**DATASET EXTRACT:**
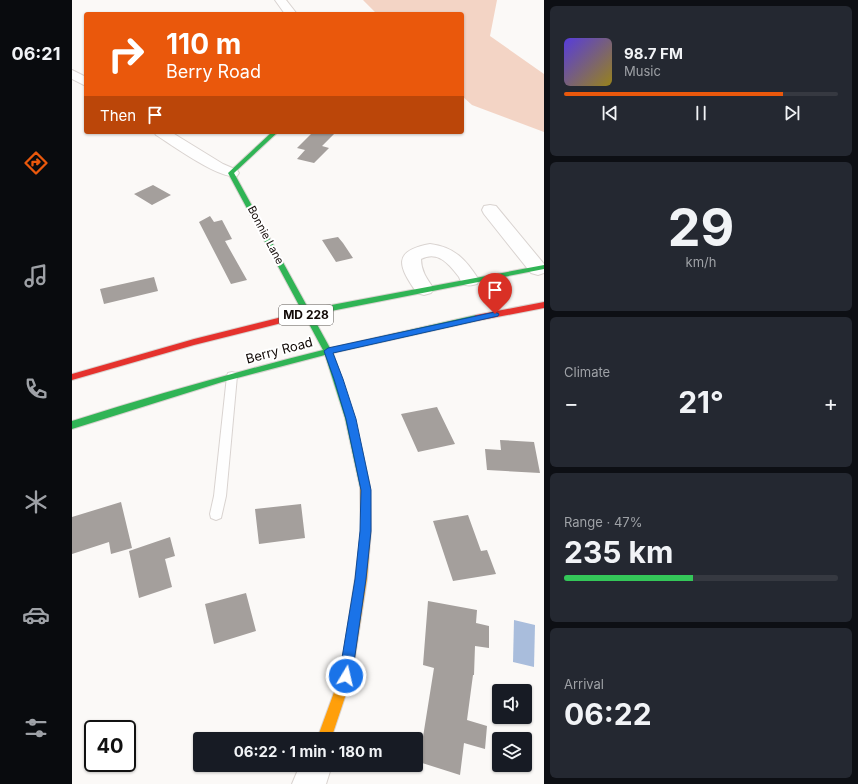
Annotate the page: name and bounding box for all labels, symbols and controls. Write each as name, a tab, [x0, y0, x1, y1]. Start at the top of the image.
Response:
text: 110 m	[166, 27, 241, 61]
icon: right	[100, 28, 152, 80]
text: 06:21	[12, 43, 60, 64]
text: 98.7 FM	[624, 44, 683, 63]
text: Berry Road	[166, 61, 261, 82]
text: Music	[624, 63, 661, 79]
icon: previous	[599, 102, 621, 124]
icon: pause	[690, 102, 712, 124]
icon: next	[781, 102, 803, 124]
icon: arrive	[144, 104, 166, 126]
text: Then	[100, 106, 136, 125]
icon: directions	[22, 149, 50, 177]
text: 29	[668, 196, 734, 259]
street label: Bonnie Lane	[245, 203, 287, 267]
text: km/h	[686, 254, 716, 270]
icon: music	[22, 262, 50, 290]
pin	[478, 273, 512, 314]
icon: arrive	[484, 279, 506, 301]
road number: MD 228	[279, 305, 333, 325]
street label: Berry Road	[244, 333, 314, 367]
text: Climate	[564, 364, 610, 380]
icon: phone	[22, 375, 50, 403]
text: 21°	[678, 384, 724, 420]
text: −	[564, 390, 579, 416]
text: +	[823, 390, 838, 416]
icon: climate	[22, 488, 50, 516]
text: Range · 47%	[564, 514, 642, 530]
text: 235 km	[564, 534, 673, 570]
icon: car	[22, 601, 50, 629]
position arrow	[325, 655, 367, 697]
text: Arrival	[564, 676, 604, 692]
map controls	[492, 684, 532, 772]
button: sound	[492, 684, 532, 724]
text: 06:22	[564, 696, 652, 732]
icon: filters	[22, 714, 50, 742]
speed limit sign: 40	[84, 720, 136, 772]
button: layers	[492, 732, 532, 772]
text: 06:22 · 1 min · 180 m	[234, 742, 382, 761]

**WORK REQUIRED:** Please state how many lines in the data contain the word "Berry", giving only that number.

**ANSWER TO THIS TASK:** 2